### [Problem requirements]
Nothing but the line holding "1063px,383px 1155px,342px 1156px,339px" and the lines after it, through the end of the records, should be set down, each exactly as it is.

Collected data
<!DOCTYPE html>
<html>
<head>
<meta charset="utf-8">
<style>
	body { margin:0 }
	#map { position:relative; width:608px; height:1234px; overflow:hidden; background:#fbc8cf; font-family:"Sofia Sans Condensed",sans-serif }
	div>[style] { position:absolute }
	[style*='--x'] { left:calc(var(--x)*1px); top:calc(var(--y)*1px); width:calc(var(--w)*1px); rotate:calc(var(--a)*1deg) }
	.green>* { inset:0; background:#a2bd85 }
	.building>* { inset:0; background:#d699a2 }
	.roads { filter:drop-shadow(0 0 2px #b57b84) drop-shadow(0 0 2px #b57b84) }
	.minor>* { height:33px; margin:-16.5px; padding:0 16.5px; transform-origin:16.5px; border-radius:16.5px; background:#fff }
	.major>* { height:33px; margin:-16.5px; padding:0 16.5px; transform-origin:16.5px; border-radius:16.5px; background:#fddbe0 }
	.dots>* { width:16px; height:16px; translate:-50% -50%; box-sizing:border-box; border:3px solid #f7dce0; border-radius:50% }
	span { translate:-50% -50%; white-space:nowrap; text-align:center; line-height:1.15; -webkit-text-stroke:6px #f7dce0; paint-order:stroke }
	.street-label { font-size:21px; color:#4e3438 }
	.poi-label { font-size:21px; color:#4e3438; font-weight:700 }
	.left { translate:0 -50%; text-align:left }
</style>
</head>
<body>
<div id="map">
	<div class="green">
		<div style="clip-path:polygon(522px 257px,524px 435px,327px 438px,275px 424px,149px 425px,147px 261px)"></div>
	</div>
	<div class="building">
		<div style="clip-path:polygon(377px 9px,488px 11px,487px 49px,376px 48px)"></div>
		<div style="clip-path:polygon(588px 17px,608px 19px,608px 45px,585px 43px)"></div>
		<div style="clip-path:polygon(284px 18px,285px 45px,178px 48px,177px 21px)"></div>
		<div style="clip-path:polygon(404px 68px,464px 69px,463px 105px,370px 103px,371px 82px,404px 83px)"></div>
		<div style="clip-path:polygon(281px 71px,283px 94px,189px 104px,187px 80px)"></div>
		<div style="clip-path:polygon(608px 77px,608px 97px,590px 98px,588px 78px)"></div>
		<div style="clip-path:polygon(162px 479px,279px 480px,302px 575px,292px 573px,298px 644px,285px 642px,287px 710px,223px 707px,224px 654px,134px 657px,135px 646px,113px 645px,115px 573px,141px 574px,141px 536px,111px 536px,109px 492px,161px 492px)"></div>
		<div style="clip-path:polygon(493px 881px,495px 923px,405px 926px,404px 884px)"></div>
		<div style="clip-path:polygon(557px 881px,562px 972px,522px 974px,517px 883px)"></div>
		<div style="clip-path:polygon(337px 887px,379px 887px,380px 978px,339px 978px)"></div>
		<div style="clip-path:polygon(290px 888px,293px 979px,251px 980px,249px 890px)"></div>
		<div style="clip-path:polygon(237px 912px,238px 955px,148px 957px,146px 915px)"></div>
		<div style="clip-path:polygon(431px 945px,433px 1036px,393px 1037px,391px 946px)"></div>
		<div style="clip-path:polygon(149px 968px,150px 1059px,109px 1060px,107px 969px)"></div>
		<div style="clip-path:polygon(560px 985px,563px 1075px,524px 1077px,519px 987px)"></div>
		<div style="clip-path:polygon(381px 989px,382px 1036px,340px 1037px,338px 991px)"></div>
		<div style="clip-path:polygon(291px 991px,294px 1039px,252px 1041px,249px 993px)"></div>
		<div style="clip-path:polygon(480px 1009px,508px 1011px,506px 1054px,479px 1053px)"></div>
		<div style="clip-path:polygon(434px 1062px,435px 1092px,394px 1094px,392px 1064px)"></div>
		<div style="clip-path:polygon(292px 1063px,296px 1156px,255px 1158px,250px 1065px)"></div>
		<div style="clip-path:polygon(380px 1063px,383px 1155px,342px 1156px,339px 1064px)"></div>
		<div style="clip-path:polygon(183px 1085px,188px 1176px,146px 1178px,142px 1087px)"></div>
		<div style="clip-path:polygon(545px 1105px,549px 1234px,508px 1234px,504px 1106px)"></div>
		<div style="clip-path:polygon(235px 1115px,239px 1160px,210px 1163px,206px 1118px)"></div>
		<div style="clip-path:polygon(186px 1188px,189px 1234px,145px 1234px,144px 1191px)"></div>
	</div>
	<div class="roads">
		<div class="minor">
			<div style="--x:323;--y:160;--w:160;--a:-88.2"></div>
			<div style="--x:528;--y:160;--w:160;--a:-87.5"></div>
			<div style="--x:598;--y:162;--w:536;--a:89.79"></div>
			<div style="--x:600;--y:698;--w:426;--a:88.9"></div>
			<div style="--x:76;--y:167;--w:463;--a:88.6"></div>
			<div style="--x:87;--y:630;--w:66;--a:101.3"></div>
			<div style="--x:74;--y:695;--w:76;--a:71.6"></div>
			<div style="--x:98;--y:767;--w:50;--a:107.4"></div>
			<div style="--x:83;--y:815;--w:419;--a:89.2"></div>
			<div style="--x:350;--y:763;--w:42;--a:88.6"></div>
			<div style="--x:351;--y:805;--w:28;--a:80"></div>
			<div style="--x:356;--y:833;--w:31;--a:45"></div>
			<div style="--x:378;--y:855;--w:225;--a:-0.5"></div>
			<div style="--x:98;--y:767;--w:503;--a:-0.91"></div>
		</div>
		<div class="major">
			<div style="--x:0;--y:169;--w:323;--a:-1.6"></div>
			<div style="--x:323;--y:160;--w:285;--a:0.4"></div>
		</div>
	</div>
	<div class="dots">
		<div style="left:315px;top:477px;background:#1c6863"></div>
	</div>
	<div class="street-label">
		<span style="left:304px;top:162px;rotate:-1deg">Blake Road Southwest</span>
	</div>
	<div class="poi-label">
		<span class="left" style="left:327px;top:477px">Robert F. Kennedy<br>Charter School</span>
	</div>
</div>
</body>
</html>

### [Response box]
		<div style="clip-path:polygon(380px 1063px,383px 1155px,342px 1156px,339px 1064px)"></div>
		<div style="clip-path:polygon(183px 1085px,188px 1176px,146px 1178px,142px 1087px)"></div>
		<div style="clip-path:polygon(545px 1105px,549px 1234px,508px 1234px,504px 1106px)"></div>
		<div style="clip-path:polygon(235px 1115px,239px 1160px,210px 1163px,206px 1118px)"></div>
		<div style="clip-path:polygon(186px 1188px,189px 1234px,145px 1234px,144px 1191px)"></div>
	</div>
	<div class="roads">
		<div class="minor">
			<div style="--x:323;--y:160;--w:160;--a:-88.2"></div>
			<div style="--x:528;--y:160;--w:160;--a:-87.5"></div>
			<div style="--x:598;--y:162;--w:536;--a:89.79"></div>
			<div style="--x:600;--y:698;--w:426;--a:88.9"></div>
			<div style="--x:76;--y:167;--w:463;--a:88.6"></div>
			<div style="--x:87;--y:630;--w:66;--a:101.3"></div>
			<div style="--x:74;--y:695;--w:76;--a:71.6"></div>
			<div style="--x:98;--y:767;--w:50;--a:107.4"></div>
			<div style="--x:83;--y:815;--w:419;--a:89.2"></div>
			<div style="--x:350;--y:763;--w:42;--a:88.6"></div>
			<div style="--x:351;--y:805;--w:28;--a:80"></div>
			<div style="--x:356;--y:833;--w:31;--a:45"></div>
			<div style="--x:378;--y:855;--w:225;--a:-0.5"></div>
			<div style="--x:98;--y:767;--w:503;--a:-0.91"></div>
		</div>
		<div class="major">
			<div style="--x:0;--y:169;--w:323;--a:-1.6"></div>
			<div style="--x:323;--y:160;--w:285;--a:0.4"></div>
		</div>
	</div>
	<div class="dots">
		<div style="left:315px;top:477px;background:#1c6863"></div>
	</div>
	<div class="street-label">
		<span style="left:304px;top:162px;rotate:-1deg">Blake Road Southwest</span>
	</div>
	<div class="poi-label">
		<span class="left" style="left:327px;top:477px">Robert F. Kennedy<br>Charter School</span>
	</div>
</div>
</body>
</html>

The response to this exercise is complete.